Devenin Kanadı
Söylenen her hikmetli sözün zâhiri kadar bâtını da vardır. Hatta sözün muhatabına veya makamına göre mana mertebeleri değişir. Hele bu söz tasavvuf erbabının eline geçerse manalar daha da çeşitlenir, derinleşir.
Hikmetli söyleyişler için bir zemin teşkil eden latifelerde ise öyle kelimeler kullanılmıştır ki, muhatabı hemen maksadı anlar, payını alır. Bu yüzden latife demişler; yani incelik... Böyle sözlerin bir diğer adı da “nükte”dir.
Söz erbabı kişiler, ecdadın hikmetli sözlerindeki manalara vâkıftır. Fakat herkes böyle değildir; sözün maksadını izah gerekir. Bu yüzden hikmetleri, latifeleri şerh eden ârif zatlar olmuş, bize de bu deryadan bir yudum da olsa içirmişlerdir.
Bu zatlardan biri de Seyyid Burhaneddin rh.a.’dir. Nasreddin Hoca’nın latifelerini şerh ederek maksadını ve manalarını bize açmıştır. Gelin, bu latifelerden birini okuyalım, sonra da şerhine bakalım:
“Hoca bir gün vaaz ederken ‘Ey müslümanlar, Hak Tealâ’ya şükredin ki deveye kanat vermemiş. Eğer vermiş olsaydı evlerinize yahut bahçelerinize konarak başlarınıza yıkardı!’ demiş.”
Latife bu kadar; öncesi ve sonrası yok.
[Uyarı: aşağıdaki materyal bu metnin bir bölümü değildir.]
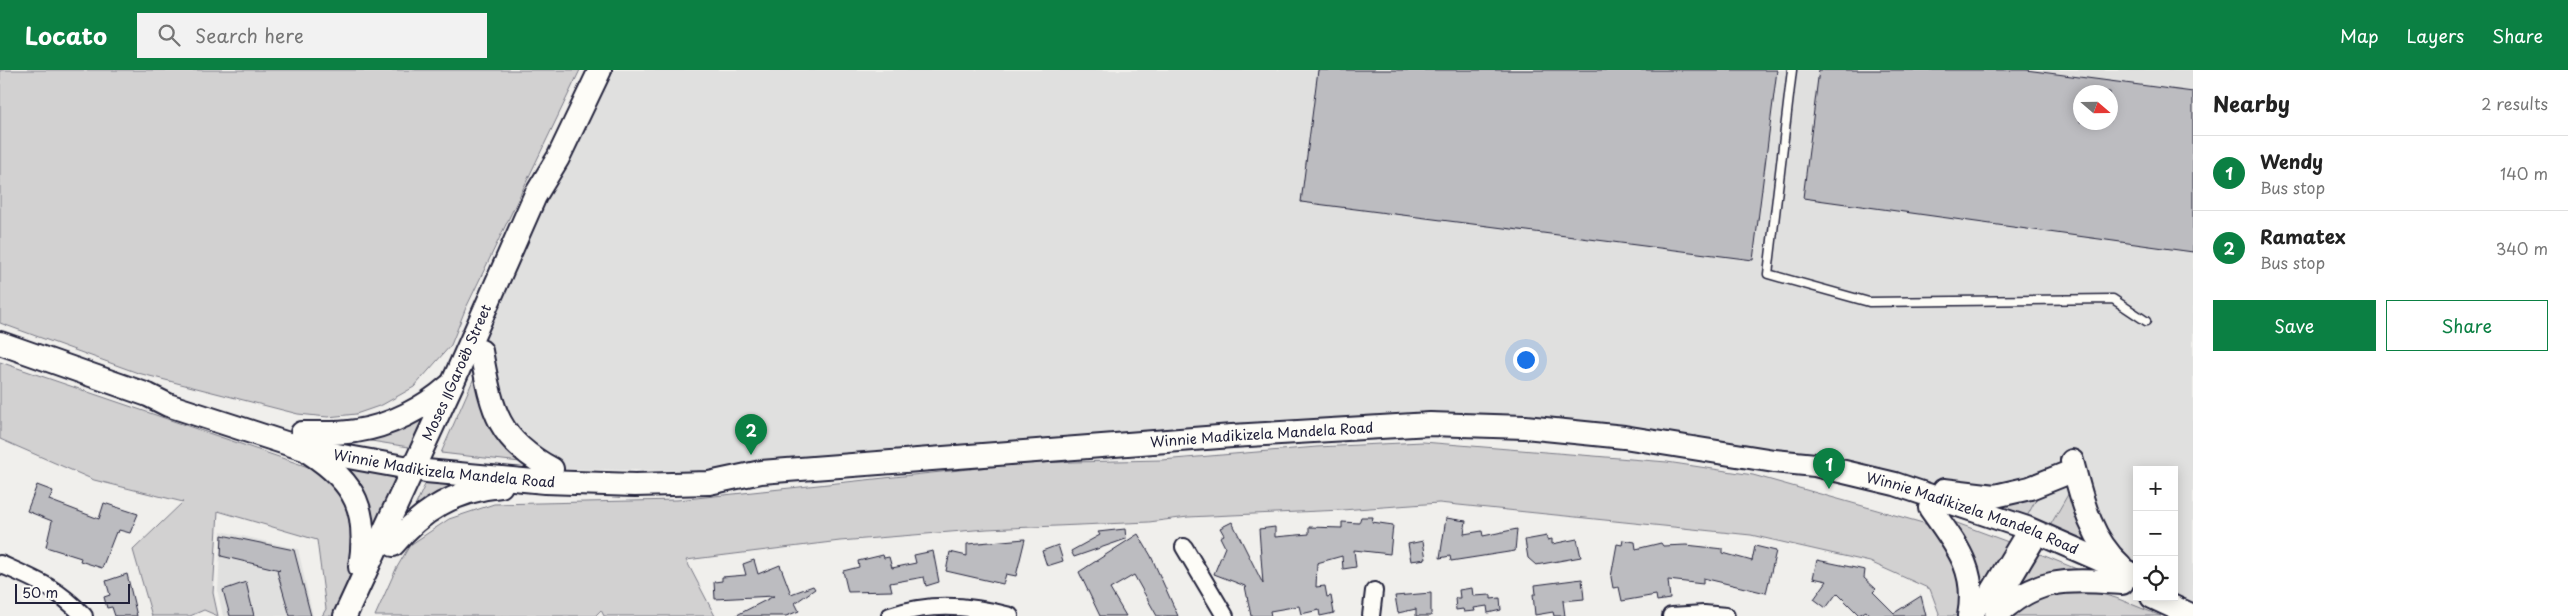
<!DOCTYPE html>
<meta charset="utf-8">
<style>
:root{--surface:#fff;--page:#f2f2f2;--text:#222;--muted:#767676;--line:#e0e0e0;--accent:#0b8043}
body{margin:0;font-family:"Playpen Sans",sans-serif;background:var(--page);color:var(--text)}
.controls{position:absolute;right:15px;bottom:15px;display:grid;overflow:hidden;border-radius:0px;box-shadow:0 2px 12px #0003}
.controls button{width:45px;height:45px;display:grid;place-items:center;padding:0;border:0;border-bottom:1px solid var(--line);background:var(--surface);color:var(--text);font:25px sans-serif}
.compass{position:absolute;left:2073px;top:15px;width:45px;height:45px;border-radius:50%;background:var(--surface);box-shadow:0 2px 12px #0003;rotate:110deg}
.scale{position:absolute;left:15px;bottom:12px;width:115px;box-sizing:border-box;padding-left:5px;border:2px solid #22223b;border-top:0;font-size:14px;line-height:18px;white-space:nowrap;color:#22223b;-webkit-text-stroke:4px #fdfcf7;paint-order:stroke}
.you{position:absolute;left:1525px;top:289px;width:18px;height:18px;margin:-12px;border:4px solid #fff;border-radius:50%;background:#1a73e8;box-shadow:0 0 0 8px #1a73e833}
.badge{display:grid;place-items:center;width:32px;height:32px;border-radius:50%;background:var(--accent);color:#fff;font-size:16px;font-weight:700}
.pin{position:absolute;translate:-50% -41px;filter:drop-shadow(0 1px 2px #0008)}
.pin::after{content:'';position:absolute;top:26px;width:18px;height:15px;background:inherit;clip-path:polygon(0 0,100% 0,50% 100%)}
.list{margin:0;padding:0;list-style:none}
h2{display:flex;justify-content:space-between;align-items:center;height:65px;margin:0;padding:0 20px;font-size:21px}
h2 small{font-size:16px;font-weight:400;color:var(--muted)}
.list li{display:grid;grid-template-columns:32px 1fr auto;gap:15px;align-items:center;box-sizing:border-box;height:75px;padding:0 20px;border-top:1px solid var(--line)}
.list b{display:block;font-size:19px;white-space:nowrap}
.list p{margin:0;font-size:16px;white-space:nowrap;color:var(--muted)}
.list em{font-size:16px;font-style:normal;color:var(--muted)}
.actions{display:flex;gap:10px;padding:15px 20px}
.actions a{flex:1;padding:11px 0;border:1px solid var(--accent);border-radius:0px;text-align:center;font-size:18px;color:var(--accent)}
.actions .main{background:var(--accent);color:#fff}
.icon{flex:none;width:28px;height:28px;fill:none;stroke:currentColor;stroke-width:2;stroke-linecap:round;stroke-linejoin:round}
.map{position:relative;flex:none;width:2193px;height:546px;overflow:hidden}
header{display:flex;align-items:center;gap:30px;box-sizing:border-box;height:70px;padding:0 25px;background:var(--accent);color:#fff}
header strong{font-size:24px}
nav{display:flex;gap:28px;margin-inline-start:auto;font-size:18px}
.search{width:350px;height:45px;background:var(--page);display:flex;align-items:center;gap:12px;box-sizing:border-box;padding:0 18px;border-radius:0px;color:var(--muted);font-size:19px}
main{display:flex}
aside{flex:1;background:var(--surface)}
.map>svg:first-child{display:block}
</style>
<header>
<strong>Locato</strong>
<div class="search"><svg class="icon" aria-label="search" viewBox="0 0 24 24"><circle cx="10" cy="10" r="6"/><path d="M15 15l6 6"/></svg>Search here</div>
<nav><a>Map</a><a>Layers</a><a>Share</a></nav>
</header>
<main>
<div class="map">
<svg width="2193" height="546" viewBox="0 0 2193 546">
<rect width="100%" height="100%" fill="#f0efec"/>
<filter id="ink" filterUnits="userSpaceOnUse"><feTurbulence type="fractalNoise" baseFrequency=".02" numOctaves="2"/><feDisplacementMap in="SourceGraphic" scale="10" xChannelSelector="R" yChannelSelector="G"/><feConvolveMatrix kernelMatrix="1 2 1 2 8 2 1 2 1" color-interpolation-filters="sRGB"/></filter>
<g filter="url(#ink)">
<path fill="#e0e0df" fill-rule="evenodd" d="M 600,0 L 2193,0 L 2193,545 L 2174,527 L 2174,400 L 2137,400 L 2137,521 L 2073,493 L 1968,438 L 1896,414 L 1520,353 L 761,402 L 552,399 L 510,368 L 481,281 ZM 2080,22 L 2110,22 L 2110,52 L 2080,52 Z
M 221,461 L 298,479 L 313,546 L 223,546 L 218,523 Z"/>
<path fill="#d2d1d1" stroke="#7a7a86" d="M 0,0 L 580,0 L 465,240 L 451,275 L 414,317 L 382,335 L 356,344 L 328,347 L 298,344 L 138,303 L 0,253 Z
M 0,292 L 317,400 C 352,426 360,473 347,514 C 344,525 338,536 333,546 L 322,546 L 326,539 L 317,470 L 218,441 L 213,523 L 218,546 L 204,540 L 190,546 L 152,546 L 133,480 L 183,432 L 94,410 L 0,369 Z
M 477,301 L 529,393 L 441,383 Z
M 430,339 L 415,378 L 359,369 Z
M 1423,372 L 1667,392 L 1753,405 L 1923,453 L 1932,457 L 1962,503 L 1960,546 L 1940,546 L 1930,519 L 1870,492 L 1751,465 L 1439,433 L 1342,440 L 1188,447 L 1149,452 L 987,459 L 840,471 L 686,490 L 715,546 L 604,546 L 601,540 L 595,546 L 375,546 L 396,499 L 410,475 L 449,449 L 494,434 L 677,430 L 1026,393 L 1162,390 L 1317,377 Z
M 337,392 L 404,403 L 373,473 Z
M 429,406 L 477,412 L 411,445 Z
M 2070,421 L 2094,479 L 2047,461 Z
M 2040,422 L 2024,452 L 1965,430 Z
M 1946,449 L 2011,473 L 1979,527 Z
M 2035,482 L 2084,502 L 2012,523 Z
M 2083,519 L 2116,528 L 2161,546 L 2002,546 L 2034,528 Z"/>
<path fill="#bcbcc0" stroke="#22223b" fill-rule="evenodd" d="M 1318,0 L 1777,0 L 1753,190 L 1301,132 Z
M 1819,0 L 2026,0 L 2193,22 L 2193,182 L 1803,128 ZM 2080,22 L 2110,22 L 2110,52 L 2080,52 Z
M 37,415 L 53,421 L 49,430 L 99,449 L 104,433 L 138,444 L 130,463 L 119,460 L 118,463 L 116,462 L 102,498 L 80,491 L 81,488 L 46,477 L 52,451 L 27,441 Z
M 1361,447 L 1373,447 L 1372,452 L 1393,455 L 1390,484 L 1354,480 L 1356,497 L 1343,499 L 1342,486 L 1317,493 L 1316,517 L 1325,516 L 1327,527 L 1331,526 L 1334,543 L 1320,546 L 1319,540 L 1301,544 L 1299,536 L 1270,541 L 1271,546 L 1251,546 L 1245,516 L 1214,504 L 1225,477 L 1220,467 L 1224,465 L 1220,458 L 1232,452 L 1263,514 L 1259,459 L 1275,457 L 1275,467 L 1309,464 L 1309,457 L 1342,458 L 1342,452 L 1359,453 Z
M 1446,448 L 1466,451 L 1464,464 L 1482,461 L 1483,466 L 1517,459 L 1515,481 L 1451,491 L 1450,486 L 1440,488 Z
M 1125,459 L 1126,469 L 1074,487 L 1071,481 L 1100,465 L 1098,462 Z
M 1138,464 L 1151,486 L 1178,546 L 1157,546 L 1134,505 L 1110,519 L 1126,546 L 1100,546 L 1079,502 Z
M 222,465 L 294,480 L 311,546 L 290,546 L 277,501 L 280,500 L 221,486 Z
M 1547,466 L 1547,470 L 1552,469 L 1552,474 L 1577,469 L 1581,487 L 1536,495 L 1528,488 L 1525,470 Z
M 1025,469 L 1016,506 L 1006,504 L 1003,514 L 946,501 L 950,482 L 967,486 L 967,474 Z
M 1623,470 L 1635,472 L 1636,479 L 1661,473 L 1663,476 L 1686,475 L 1723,479 L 1723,483 L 1752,491 L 1755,476 L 1776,481 L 1766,523 L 1703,508 L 1703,514 L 1668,510 L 1670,529 L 1657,531 L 1656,525 L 1622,531 L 1619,517 L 1613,518 L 1611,507 L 1617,474 L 1622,475 Z
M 1423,471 L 1426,489 L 1411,491 L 1408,474 Z
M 1058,475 L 1063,491 L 1047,496 L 1042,481 Z
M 933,481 L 939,512 L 926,516 L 924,507 L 890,513 L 892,521 L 848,522 L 843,501 L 859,497 L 858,491 L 883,485 L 884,488 L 889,487 L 892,498 L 916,493 L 914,485 Z
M 754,490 L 758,504 L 780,495 L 791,524 L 813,516 L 815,519 L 795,533 L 799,541 L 786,546 L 735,546 L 774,526 L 715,529 L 714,512 L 722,511 L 722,507 L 746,505 L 743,494 Z
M 1817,490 L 1865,500 L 1864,508 L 1876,519 L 1873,522 L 1894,543 L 1921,526 L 1926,546 L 1870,546 L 1866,541 L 1859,545 L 1837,523 L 1826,538 L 1814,529 L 1827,511 L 1813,508 Z
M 127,504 L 137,546 L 115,546 L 112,537 L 107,538 L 104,527 L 110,525 L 106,511 Z
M 1582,509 L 1584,529 L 1563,531 L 1565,546 L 1554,546 L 1553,542 L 1535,545 L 1533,524 L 1536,524 L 1535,515 Z
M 246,512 L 254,546 L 230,546 L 223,520 Z
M 1472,518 L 1473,526 L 1491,525 L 1491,529 L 1500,528 L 1501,540 L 1488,543 L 1487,536 L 1474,538 L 1475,541 L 1464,542 L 1463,539 L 1456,540 L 1455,528 L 1460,528 L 1459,520 Z
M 1431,523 L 1431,546 L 1416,546 L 1416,539 L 1398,543 L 1395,526 Z"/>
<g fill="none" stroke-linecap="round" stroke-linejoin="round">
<g stroke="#22223b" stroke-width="11">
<path id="lane" d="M 1792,0 L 1768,204 L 1869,232 L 2113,229 L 2146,251"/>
</g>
<g stroke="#22223b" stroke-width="20">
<path id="street" d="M 1184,477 L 1225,546
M 0,494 C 36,510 56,517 84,546
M 1994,541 L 2040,464
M 890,546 C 930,532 970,535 1010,546
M 1371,546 L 1374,521
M 1671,546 L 1704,544 L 1726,546
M 1974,546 L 2027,458"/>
</g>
<g stroke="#22223b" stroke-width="26">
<g id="secondary">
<path id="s1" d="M 0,273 L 148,325 L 168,335 L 304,379 L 426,401 L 545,412 L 635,415 L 709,413 L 761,402 L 1232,366 L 1430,354 L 1525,357 L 1624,367 L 1774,391 L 1815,395 L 1895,414 L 2027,458 L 2137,506"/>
<path d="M 481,281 C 492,339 496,369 552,399"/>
<path d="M 302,363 C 320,363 339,364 356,361 C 390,356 424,338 449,316"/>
<path d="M 310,383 C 356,413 369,441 360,497"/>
<path d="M 2072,391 C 2082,429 2090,468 2120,495"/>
<path d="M 1944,420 L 1995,426 L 2030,418 L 2065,404"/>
<path d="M 1930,438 C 1955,474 1978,499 1969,546"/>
<path d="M 393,475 C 422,440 456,420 501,416"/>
<path d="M 2152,527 L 2193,546"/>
<path id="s2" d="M 345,546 L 453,312 L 535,126 L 558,88 L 600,0"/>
<path d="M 1996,546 C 2036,506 2070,510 2122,513"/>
</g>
</g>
<use href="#lane" stroke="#fdfcf7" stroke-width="8"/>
<use href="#street" stroke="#fdfcf7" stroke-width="16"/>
<use href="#secondary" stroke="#fdfcf7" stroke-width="22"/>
</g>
</g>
<g text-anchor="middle" stroke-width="4" stroke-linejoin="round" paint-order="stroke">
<g font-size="14" fill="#22223b" stroke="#fdfcf7">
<text dy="5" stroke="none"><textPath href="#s2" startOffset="268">Moses ǁGaroëb Street</textPath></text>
<text dy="5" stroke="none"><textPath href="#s1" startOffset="1285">Winnie Madikizela Mandela Road</textPath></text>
<text dy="5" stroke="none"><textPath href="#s1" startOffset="464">Winnie Madikizela Mandela Road</textPath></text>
<text dy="5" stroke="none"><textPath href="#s1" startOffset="2006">Winnie Madikizela Mandela Road</textPath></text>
</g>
</g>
</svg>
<div class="controls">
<button>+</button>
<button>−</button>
<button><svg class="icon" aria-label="locate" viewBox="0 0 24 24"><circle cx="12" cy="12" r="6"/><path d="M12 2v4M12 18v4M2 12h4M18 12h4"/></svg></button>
</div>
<svg class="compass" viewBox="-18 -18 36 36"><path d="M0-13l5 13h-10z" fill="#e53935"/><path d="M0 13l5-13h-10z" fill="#767676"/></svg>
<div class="scale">50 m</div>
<div class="you"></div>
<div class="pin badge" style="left:1829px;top:419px">1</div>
<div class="pin badge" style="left:751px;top:385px">2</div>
</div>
<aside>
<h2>Nearby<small>2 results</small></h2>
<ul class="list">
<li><span class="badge">1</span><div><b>Wendy</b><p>Bus stop</p></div><em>140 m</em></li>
<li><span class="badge">2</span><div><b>Ramatex</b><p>Bus stop</p></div><em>340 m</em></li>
</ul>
<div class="actions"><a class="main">Save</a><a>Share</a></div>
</aside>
</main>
Yani Nasreddin Hoca merhum söyleyivermiş, geçmiş. Fakat ne demek istemiş, Seyyid Burhaneddin şöyle açıklıyor:
“Allah’ın büyüklüğünü ve ihsanını görün, her kuluna makam mevki vermediği için şükredin. Çünkü herkese kabiliyetine göre ihsan olunur. Kabiliyeti olmayan mevki sahipleri insanları perişan eder.”